* YOUR OBJECTIVE *
Which lines of the data below hold "service"? Copy each of them.

== DATASET

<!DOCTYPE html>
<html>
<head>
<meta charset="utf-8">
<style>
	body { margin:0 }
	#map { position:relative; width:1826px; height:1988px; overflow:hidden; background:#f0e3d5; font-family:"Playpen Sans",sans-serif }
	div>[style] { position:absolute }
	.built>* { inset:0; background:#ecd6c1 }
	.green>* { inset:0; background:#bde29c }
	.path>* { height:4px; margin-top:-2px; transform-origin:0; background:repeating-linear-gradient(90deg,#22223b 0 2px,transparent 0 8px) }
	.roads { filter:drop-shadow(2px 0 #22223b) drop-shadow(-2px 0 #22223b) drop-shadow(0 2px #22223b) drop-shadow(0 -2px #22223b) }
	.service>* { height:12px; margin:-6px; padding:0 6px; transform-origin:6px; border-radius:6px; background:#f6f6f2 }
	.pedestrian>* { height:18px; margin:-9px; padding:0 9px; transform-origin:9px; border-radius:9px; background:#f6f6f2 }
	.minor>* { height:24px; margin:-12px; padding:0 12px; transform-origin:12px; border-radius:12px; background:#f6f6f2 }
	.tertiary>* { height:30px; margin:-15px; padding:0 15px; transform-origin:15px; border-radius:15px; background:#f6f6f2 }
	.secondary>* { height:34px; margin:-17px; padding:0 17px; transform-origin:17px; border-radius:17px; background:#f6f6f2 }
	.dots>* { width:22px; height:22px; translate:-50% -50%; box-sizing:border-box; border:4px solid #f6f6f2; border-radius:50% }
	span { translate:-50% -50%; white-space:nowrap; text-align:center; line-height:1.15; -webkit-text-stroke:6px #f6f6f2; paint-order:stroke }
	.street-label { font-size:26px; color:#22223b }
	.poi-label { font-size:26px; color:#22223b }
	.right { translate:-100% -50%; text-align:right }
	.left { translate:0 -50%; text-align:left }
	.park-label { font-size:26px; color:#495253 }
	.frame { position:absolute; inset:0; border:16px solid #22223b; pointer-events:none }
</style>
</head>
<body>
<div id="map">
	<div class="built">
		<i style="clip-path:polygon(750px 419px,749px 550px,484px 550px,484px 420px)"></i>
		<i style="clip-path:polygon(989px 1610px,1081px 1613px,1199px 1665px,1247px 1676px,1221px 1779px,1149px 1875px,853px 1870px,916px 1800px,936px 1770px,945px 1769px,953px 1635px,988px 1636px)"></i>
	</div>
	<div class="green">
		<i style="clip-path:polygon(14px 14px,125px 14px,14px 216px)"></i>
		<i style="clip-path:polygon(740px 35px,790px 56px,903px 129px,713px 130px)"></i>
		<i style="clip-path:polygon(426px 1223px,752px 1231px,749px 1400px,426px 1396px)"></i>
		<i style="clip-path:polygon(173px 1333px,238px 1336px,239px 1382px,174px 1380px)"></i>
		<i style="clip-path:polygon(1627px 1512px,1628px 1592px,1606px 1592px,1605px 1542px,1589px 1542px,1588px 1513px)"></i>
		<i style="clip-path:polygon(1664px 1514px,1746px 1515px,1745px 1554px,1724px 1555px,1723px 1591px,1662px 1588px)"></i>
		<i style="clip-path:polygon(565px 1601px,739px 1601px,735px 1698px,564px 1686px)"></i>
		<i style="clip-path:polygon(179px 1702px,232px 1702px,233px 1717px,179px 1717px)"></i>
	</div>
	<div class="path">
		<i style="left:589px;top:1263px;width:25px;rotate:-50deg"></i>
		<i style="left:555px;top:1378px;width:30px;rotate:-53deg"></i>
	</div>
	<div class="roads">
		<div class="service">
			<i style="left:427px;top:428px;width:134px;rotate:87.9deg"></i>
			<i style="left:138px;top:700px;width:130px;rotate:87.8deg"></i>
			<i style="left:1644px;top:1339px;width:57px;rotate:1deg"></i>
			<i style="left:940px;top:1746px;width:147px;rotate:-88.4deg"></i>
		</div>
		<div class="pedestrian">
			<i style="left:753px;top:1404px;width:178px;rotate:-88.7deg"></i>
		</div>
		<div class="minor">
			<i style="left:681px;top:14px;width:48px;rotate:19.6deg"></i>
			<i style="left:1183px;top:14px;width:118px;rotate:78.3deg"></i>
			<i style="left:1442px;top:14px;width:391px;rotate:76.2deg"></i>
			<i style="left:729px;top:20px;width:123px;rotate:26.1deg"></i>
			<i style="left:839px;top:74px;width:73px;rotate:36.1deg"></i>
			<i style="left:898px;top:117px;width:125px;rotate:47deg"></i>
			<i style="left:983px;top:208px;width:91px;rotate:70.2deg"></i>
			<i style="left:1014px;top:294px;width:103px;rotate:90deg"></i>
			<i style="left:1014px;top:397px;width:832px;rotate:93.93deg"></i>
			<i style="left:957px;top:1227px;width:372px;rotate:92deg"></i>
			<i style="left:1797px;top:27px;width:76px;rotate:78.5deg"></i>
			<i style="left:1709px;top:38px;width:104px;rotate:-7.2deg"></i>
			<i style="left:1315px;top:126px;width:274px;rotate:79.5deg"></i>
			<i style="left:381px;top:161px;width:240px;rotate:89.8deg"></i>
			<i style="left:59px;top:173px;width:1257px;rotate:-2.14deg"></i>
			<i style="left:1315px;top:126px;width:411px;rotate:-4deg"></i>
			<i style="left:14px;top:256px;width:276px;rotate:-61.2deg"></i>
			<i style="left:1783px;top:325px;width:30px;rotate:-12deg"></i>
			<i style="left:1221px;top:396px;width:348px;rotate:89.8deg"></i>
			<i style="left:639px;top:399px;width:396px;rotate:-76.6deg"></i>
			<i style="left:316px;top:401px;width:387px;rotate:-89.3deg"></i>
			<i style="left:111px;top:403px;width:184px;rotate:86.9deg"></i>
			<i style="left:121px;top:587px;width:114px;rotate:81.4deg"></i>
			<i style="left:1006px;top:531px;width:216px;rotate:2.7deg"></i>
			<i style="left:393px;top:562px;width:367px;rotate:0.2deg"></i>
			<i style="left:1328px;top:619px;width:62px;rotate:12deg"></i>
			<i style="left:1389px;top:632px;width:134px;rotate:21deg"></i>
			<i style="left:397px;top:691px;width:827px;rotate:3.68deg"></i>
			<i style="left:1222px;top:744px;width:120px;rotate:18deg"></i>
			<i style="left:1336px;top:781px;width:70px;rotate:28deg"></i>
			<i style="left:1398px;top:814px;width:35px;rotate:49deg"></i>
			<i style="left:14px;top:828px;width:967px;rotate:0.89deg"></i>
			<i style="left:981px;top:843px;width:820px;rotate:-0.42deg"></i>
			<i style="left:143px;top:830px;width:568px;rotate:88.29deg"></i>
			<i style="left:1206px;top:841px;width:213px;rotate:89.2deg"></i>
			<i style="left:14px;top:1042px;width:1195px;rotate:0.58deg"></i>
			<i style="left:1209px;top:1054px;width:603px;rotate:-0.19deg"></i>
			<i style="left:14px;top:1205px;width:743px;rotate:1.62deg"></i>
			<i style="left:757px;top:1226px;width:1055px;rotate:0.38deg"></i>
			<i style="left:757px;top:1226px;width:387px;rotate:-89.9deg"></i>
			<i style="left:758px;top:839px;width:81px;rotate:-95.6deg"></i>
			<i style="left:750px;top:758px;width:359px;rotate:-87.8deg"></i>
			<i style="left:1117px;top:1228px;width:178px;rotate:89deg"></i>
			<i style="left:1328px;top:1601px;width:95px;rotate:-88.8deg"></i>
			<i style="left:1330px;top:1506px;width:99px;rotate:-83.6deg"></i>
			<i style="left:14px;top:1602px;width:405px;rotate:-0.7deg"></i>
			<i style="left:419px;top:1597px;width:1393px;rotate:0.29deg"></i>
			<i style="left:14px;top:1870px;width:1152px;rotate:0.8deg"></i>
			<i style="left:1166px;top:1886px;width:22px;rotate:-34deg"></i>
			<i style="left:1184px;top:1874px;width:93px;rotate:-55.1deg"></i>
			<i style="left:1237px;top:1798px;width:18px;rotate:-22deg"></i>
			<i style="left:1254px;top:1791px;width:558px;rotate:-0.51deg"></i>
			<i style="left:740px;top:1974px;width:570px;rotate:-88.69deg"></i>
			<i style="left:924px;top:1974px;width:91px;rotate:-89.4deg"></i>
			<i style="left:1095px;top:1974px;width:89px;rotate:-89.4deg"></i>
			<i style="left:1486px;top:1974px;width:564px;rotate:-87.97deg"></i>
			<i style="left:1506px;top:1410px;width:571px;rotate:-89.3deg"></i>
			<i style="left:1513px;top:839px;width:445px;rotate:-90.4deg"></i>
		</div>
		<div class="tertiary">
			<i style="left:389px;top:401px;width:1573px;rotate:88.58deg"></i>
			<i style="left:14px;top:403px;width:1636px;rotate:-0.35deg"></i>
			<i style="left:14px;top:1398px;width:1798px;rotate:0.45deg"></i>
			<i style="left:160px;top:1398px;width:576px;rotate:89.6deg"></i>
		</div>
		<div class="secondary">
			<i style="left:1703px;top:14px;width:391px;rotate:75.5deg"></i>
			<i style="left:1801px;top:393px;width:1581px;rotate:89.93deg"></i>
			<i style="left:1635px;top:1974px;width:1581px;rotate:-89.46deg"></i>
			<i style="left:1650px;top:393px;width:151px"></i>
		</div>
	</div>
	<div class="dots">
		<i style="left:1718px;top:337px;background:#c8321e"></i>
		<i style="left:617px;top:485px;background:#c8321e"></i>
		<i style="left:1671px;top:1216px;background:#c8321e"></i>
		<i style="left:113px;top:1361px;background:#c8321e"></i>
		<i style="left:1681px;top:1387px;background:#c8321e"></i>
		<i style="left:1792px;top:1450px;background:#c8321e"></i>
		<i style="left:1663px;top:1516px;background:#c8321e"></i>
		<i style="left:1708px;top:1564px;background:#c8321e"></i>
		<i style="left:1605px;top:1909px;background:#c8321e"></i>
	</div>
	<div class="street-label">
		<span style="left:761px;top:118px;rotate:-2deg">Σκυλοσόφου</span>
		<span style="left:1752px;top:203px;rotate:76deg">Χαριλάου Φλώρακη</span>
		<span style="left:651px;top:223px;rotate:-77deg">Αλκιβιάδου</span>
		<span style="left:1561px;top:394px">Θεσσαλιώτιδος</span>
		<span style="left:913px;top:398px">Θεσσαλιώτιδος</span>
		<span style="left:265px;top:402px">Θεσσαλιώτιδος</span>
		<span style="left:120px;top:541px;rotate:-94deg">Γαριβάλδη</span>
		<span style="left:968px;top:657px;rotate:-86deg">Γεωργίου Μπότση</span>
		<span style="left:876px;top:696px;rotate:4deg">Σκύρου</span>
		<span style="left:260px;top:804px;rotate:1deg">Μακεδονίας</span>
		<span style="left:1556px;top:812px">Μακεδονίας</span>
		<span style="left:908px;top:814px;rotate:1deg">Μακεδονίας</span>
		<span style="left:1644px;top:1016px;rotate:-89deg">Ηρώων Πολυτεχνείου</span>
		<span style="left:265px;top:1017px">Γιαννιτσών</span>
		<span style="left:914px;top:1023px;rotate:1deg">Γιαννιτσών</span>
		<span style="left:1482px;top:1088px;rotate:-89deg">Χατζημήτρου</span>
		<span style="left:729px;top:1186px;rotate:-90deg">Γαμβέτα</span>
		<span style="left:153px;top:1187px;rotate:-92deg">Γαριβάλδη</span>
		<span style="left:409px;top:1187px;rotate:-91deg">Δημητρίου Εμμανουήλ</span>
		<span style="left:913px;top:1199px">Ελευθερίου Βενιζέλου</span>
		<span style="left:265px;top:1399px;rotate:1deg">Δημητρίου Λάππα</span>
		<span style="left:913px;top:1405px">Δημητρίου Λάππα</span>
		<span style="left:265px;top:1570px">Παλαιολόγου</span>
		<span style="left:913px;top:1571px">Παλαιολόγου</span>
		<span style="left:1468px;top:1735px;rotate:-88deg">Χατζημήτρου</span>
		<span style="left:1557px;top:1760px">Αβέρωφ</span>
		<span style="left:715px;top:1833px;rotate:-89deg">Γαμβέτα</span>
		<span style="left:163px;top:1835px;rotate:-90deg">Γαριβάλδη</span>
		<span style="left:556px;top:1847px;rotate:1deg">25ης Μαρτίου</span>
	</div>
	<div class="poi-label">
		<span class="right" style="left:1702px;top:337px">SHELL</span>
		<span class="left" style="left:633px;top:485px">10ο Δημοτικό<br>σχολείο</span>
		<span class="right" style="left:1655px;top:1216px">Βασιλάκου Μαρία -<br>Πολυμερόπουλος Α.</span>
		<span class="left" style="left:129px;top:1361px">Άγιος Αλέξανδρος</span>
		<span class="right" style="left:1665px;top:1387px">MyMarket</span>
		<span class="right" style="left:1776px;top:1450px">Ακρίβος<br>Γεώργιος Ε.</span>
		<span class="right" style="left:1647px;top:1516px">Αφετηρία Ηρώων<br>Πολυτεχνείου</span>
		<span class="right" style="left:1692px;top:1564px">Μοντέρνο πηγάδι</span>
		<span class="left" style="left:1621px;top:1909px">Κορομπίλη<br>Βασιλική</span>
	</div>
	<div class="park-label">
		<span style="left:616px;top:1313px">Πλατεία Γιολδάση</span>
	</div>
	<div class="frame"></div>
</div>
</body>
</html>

====

* THE COMPLETED TASK *
	.service>* { height:12px; margin:-6px; padding:0 6px; transform-origin:6px; border-radius:6px; background:#f6f6f2 }
		<div class="service">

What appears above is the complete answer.